::: Data under study :::
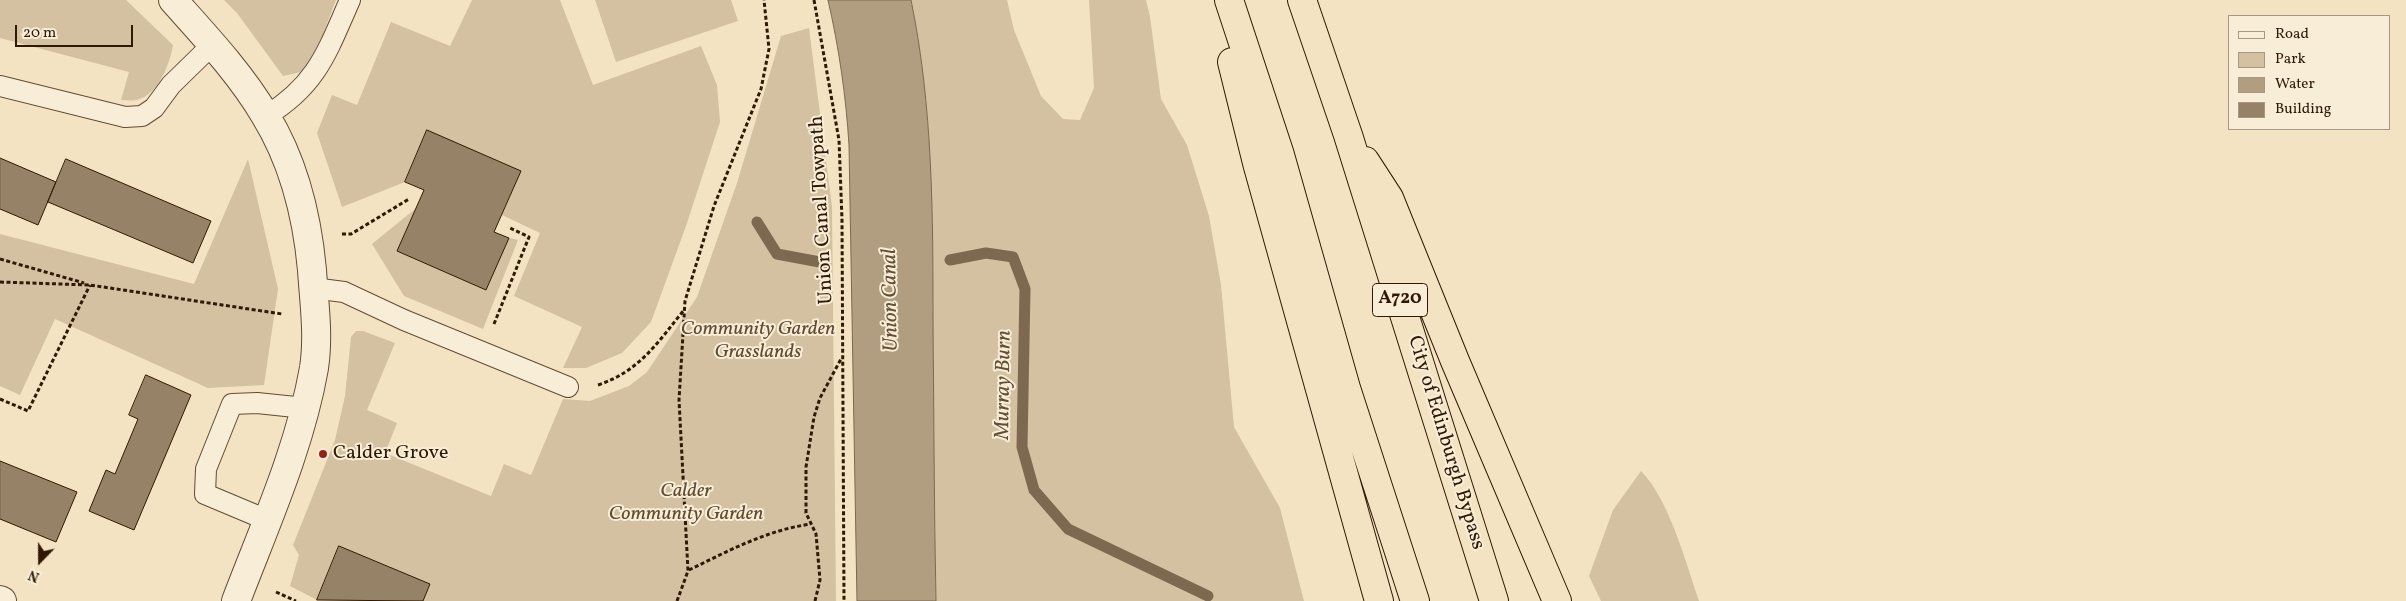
<!DOCTYPE html>
<style>
body{margin:0}
#map{position:relative;width:2406px;height:601px;overflow:hidden;background:#f4e3c2;font-family:Vollkorn,serif}
canvas{display:block}
.legend{position:absolute;left:2228px;top:15px;width:162px;height:115px;box-sizing:border-box;background:#f8edd7;border:1px solid #a89883;margin:0;padding:6px 9px;list-style:none;font-size:15px;color:#301904}
.legend li{display:flex;align-items:center;gap:10px;height:25px}
.legend b{width:25px;border:1px solid #a89883}
.north{position:absolute;left:15px;top:536px;width:50px;height:50px;-webkit-text-stroke:4px #f8edd7;paint-order:stroke;rotate:202deg;font-size:14px;font-weight:700;line-height:20px;text-align:center;color:#301904}
.north::after{content:'';display:block;margin:auto;width:18px;height:22px;background:#301904;clip-path:polygon(50% 0,100% 100%,50% 72%,0 100%)}
.scale{position:absolute;left:15px;top:25px;width:118px;height:22px;box-sizing:border-box;border:2px solid #301904;border-top:0;padding-left:6px;font-size:15px;line-height:18px;white-space:nowrap;color:#301904;-webkit-text-stroke:4px #f8edd7;paint-order:stroke}
</style>
<div id="map">
<canvas width="2406" height="601"></canvas>
<ul class="legend">
<li><b style="height:6px;background:#f8edd7"></b>Road</li>
<li><b style="height:14px;background:#d3c1a2"></b>Park</li>
<li><b style="height:14px;background:#b19e81"></b>Water</li>
<li><b style="height:14px;background:#968267"></b>Building</li>
</ul>
<div class="north">N</div>
<div class="scale">20 m</div>
</div>
<script>
const ctx = document.querySelector('canvas').getContext('2d');
ctx.lineJoin = 'round';
function paint(path, color) { ctx.fillStyle = color; ctx.fill(path, 'evenodd'); }
function strokePath(path, color, width, dash) { ctx.strokeStyle = color; ctx.lineWidth = width; ctx.lineCap = dash ? 'butt' : 'round'; ctx.setLineDash(dash || []); ctx.stroke(path); }
function write(font, color, halo, rows, align = 'center') {
  ctx.font = font + ' Vollkorn,serif'; ctx.lineWidth = 4; ctx.setLineDash([]); ctx.textBaseline = 'middle'; ctx.strokeStyle = halo; ctx.fillStyle = color; for (const [text, x, y, turn = 0] of rows) {
    ctx.save(); ctx.translate(x, y); ctx.rotate((+turn || 0) * Math.PI / 180); ctx.textAlign = isNaN(turn) ? turn : align; if (halo) ctx.strokeText(text, 0, 0); ctx.fillText(text, 0, 0); ctx.restore();
  }
}
paint(new Path2D(`
 M0 0H126L173 45C170 63 159 94 137 100 132 101 126 100 121 100L129 72 0 38Z
 M224 0H336L316 52 301 72 283 76 237 13Z
 M472 0H560L593 85 701 46 717 85 720 122 686 226 651 322 622 353 586 368H563L582 327 514 296 540 233 502 215 521 171 405 182 342 207 317 133 332 95 357 105 391 22 450 46Z
 M595 0H731L738 21 616 62Z
 M911 0H1007L1014 30 1041 96 1063 119 1080 120 1094 88 1089 0H1146L1150 17 1161 99 1187 145 1209 216 1221 285 1234 427 1280 508 1304 601H936L928 123 916 27Z
 M809 28 832 207 836 601H423L430 585 339 546 317 600 290 586 299 555 293 545 335 440 345 396 351 337 356 331H363L395 343 367 410 397 423 385 453 491 496 504 464 531 475 563 399 590 401 629 386 647 372 697 297 737 183 781 36Z
 M248 159 278 289 264 385 208 388 55 319 20 395 0 386V234L194 284Z
 M415 209 397 251 486 290 509 238 518 240 483 329 404 296 372 244Z
 M1641 471C1669 499 1686 563 1699 601H1601L1589 576 1613 510Z`), '#d3c1a2');
const water = new Path2D(`
 M828 0H911C933 106 933 216 933 324 934 417 934 509 936 601H857L849 145C846 96 839 48 828 0Z`);
paint(water, '#b19e81');
strokePath(water, '#7d694f', 1);
strokePath(new Path2D(`
 M757 222 777 254 825 263
 M950 260 986 253 1013 257 1025 289 1022 447 1034 490 1068 529 1208 596`), '#7d694f', 11);
const building = new Path2D(`
 M427 130 521 171 494 232 509 238 486 290 397 251 424 190 405 182Z
 M0 158 56 182 38 225 0 209Z
 M66 159 211 221 193 263 48 202Z
 M146 375 191 395 134 530 89 511 106 470 115 474 138 419 129 415Z
 M0 461 77 492 56 542 0 519Z
 M339 546 430 584 423 601 317 600Z`);
paint(building, '#968267');
strokePath(building, '#301904', 1);
const lane = new Path2D(`
 M0 86 125 117 142 116 154 108 171 85 213 44
 M266 116C317 85 327 52 350 0
 M313 288 344 292 404 320 568 387
 M267 520 205 494 206 469 232 404 257 403 305 408`);
const street = new Path2D(`
 M173 0C206 37 240 73 265 115 294 162 307 215 312 270 314 302 319 335 314 368 300 448 265 525 236 601
 M0 600 2 601`);
const highway = new Path2D(`
 M1229 0 1280 155 1346 388 1415 601
 M1302 0 1348 135 1494 601
 M1232 62 1257 163 1379 601
 M1365 161 1389 198 1455 361 1557 601`);
strokePath(lane, '#614c34', 22);
strokePath(street, '#614c34', 30);
strokePath(highway, '#301904', 30);
strokePath(new Path2D(`
 M814 0 839 140 842 220 844 601
 M342 234H351L409 199
 M0 259 84 283
 M0 282 90 285 282 314
 M494 324 529 237 508 227
 M598 385C640 371 658 342 684 310
 M0 399 28 411 90 285
 M689 570C728 551 767 530 811 524
 M276 592 296 601
 M677 601 688 571 679 400 685 301 714 206 761 89 769 49 764 0
 M815 601 820 580 816 534 806 513V467L814 417 820 398 841 359`), '#301904', 3, [4, 2.5]);
strokePath(lane, '#f8edd7', 20);
strokePath(street, '#f8edd7', 28);
strokePath(highway, '#f4e3c2', 28);
for (const [x, y, r, color] of [
 [323,454,5,"#8f2418"]
]) { const dot = new Path2D(); dot.arc(x, y, r, 0, 2 * Math.PI); ctx.fillStyle = color; ctx.fill(dot); strokePath(dot, '#f8edd7', 2); }
for (const [x, y, w] of [
 [1400,300,55]
]) { const box = new Path2D(); box.roundRect(x - w / 2, y - 16.5, w, 33, 4); ctx.fillStyle = '#f8edd7'; ctx.fill(box); strokePath(box, '#301904', 1); }
write('bold 19px', '#301904', null, [
 ["A720",1400,300]
]);
write('20px', '#301904', '#f8edd7', [
 ["Union Canal Towpath",823,210,-93],
 ["City of Edinburgh Bypass",1445,443,73]
]);
write('italic 20px', '#614b33', '#f8edd7', [
 ["Community Garden",758,330],
 ["Grasslands",758,353],
 ["Calder",686,492],
 ["Community Garden",686,515]
]);
write('20px', '#301904', '#f8edd7', [
 ["Calder Grove",333,454]
], 'left');
write('italic 21px', '#644e36', '#f8edd7', [
 ["Union Canal",892,300,-91],
 ["Murray Burn",1005,385,-89]
]);
</script>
:::
» Required action: Please transcribe exactly the lines above from the line that has "M248 159 278" up to and including the line that has "M66 159 211 221 193 263 48 202Z"; no other line belongs in the answer.

» Task solution:
 M248 159 278 289 264 385 208 388 55 319 20 395 0 386V234L194 284Z
 M415 209 397 251 486 290 509 238 518 240 483 329 404 296 372 244Z
 M1641 471C1669 499 1686 563 1699 601H1601L1589 576 1613 510Z`), '#d3c1a2');
const water = new Path2D(`
 M828 0H911C933 106 933 216 933 324 934 417 934 509 936 601H857L849 145C846 96 839 48 828 0Z`);
paint(water, '#b19e81');
strokePath(water, '#7d694f', 1);
strokePath(new Path2D(`
 M757 222 777 254 825 263
 M950 260 986 253 1013 257 1025 289 1022 447 1034 490 1068 529 1208 596`), '#7d694f', 11);
const building = new Path2D(`
 M427 130 521 171 494 232 509 238 486 290 397 251 424 190 405 182Z
 M0 158 56 182 38 225 0 209Z
 M66 159 211 221 193 263 48 202Z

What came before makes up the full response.